Intorno alle 2.00 di sabato notte, un violento temporale si è abbattuto sulla città di Ivrea. Come in altre notti, ormai gli eventi atmosferici ci deliziano con suoni e rumori della natura possente, che ci risveglia bruscamente per ricordarci quello che siamo: formiche in balìa degli eventi della natura.

Nel “Dialogo della natura con un islandese”, è espressa questa concezione del pessimismo leopardiano; la natura deve seguire il suo corso e di certo non si placherà a causa dell’infelicità o felicità dell’uomo, che nel mondo è un essere qualunque destinato a subire e perire sotto i colpi della natura. Più o meno leopardianamente ci risvegliamo con uno stato d’animo simile: il modem… la televisione…devo correre a staccare tutto prima che sia troppo tardi. L’implacabile legge di Murphy con il pessimismo di Leopardi in quel momento ci colpisce: mentre siamo nell’angolo più incasinato di casa nostra, un secondo bagliore del fulmine illumina anche la polvere sulla credenza, seguito da un secondo potente ruggito del tuono come se in giardino i tedeschi avessero installato la grande Bertha per bombardare Parigi. Quando siamo stati appena storditi da questa esplosione di luce e di rumore, viene a mancare la luce elettrica. Nel buio udiamo distintamente le cataratte del Nilo che ci piombano con violenza sulla casa. Annaspiamo, cercando di ricostruire la topografia della stanza. Con la mano protesa verso la presa telefonica del modem, inutilmente.

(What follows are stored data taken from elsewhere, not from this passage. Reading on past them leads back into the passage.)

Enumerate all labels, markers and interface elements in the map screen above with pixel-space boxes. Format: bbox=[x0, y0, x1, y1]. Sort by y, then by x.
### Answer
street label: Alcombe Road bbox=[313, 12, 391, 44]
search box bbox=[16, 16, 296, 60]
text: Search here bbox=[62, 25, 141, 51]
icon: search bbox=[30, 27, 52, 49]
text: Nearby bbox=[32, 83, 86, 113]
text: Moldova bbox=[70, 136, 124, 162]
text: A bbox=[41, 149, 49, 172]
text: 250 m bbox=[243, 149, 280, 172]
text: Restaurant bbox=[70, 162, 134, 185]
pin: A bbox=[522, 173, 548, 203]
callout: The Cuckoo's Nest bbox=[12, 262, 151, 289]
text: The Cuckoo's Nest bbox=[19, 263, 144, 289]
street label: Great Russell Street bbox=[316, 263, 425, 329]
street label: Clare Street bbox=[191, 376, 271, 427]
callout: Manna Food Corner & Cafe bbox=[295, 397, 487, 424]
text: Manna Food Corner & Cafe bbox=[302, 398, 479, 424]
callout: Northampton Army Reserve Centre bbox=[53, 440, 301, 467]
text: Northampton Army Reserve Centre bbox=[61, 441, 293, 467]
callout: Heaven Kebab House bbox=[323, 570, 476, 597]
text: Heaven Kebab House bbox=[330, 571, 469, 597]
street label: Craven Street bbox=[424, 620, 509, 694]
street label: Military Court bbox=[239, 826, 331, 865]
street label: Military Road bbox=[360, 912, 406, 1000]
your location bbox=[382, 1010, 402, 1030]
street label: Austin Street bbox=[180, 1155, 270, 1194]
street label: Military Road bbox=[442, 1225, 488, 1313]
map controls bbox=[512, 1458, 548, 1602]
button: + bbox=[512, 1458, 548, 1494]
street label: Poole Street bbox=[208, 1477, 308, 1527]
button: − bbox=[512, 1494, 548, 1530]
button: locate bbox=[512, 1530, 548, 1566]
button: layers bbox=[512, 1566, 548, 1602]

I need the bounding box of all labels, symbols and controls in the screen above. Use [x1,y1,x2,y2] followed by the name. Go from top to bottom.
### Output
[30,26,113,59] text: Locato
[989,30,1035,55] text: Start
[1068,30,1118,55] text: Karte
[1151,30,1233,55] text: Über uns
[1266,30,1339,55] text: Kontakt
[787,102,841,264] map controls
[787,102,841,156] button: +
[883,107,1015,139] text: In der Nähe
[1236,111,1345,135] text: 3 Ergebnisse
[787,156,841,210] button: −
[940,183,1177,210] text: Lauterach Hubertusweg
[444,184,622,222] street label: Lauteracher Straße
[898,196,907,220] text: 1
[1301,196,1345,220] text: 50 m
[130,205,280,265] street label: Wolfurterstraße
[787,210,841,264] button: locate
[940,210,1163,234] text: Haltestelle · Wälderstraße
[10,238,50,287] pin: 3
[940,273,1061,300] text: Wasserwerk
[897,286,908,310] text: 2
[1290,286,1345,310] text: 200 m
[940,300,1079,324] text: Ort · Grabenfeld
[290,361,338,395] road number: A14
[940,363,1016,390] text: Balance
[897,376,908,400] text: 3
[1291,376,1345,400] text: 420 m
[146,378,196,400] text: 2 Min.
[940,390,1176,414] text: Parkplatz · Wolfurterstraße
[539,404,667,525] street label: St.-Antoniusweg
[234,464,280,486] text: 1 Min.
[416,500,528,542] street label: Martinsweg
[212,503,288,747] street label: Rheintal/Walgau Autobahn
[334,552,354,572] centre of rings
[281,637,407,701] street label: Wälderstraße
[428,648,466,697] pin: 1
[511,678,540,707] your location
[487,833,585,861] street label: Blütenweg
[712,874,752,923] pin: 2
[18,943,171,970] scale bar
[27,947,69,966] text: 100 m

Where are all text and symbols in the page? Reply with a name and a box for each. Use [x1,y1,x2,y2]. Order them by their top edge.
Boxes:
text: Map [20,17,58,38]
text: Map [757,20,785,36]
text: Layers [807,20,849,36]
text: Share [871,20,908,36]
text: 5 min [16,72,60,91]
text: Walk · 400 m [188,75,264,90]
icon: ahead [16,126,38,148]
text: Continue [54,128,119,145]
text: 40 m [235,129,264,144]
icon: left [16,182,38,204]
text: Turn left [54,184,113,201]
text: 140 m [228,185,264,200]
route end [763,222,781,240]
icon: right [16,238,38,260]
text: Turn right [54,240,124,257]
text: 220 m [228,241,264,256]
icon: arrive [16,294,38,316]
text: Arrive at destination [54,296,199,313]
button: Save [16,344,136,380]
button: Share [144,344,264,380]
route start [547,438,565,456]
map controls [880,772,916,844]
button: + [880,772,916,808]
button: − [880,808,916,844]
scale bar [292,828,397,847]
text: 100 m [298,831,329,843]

In un istante ci passano davanti agli occhi (bui) una serie di oggetti utili di cui non ricordavamo neppure l’esistenza: i fiammiferi… (una volta, quando erano vicino al gas, anni ’80 circa…) la torcia, che bisogna sempre avere in casa (già, mi ricordo ora che devo sempre comprare le pile che si sono scaricate nell’estate 2014) ecco si! C’è una candela antizanzare nel cassetto del mobile, proprio davanti a me! Gesticolo nel buio così sgraziatamente che mi consolo pensando che tanto al buio non mi vedo. Trovo la maniglia del cassetto che sembra diversa da come la vedo di giorno, le dita si muovono convulsamente, ecco! Trovata! Sono a posto. Non è vero, non ho i fiammiferi… l’accendigas. Mentre annaspo verso la cucina mi scontro con la porta socchiusa, c’è qualcosa per terra che prima non c’era, mi ostacola; dove sono? Mi sono perso in casa mia con una candela spenta in mano. Quando penso di passare il resto della notte in quella tragica posizione… urka, sono sfilati solo 4 minuti. Un terzo tuono e un altro fulmine si scatenano attraverso le tapparelle socchiuse. Un miracolo. Torna la luce e mi trovo in realtà in bagno con una saponetta in mano.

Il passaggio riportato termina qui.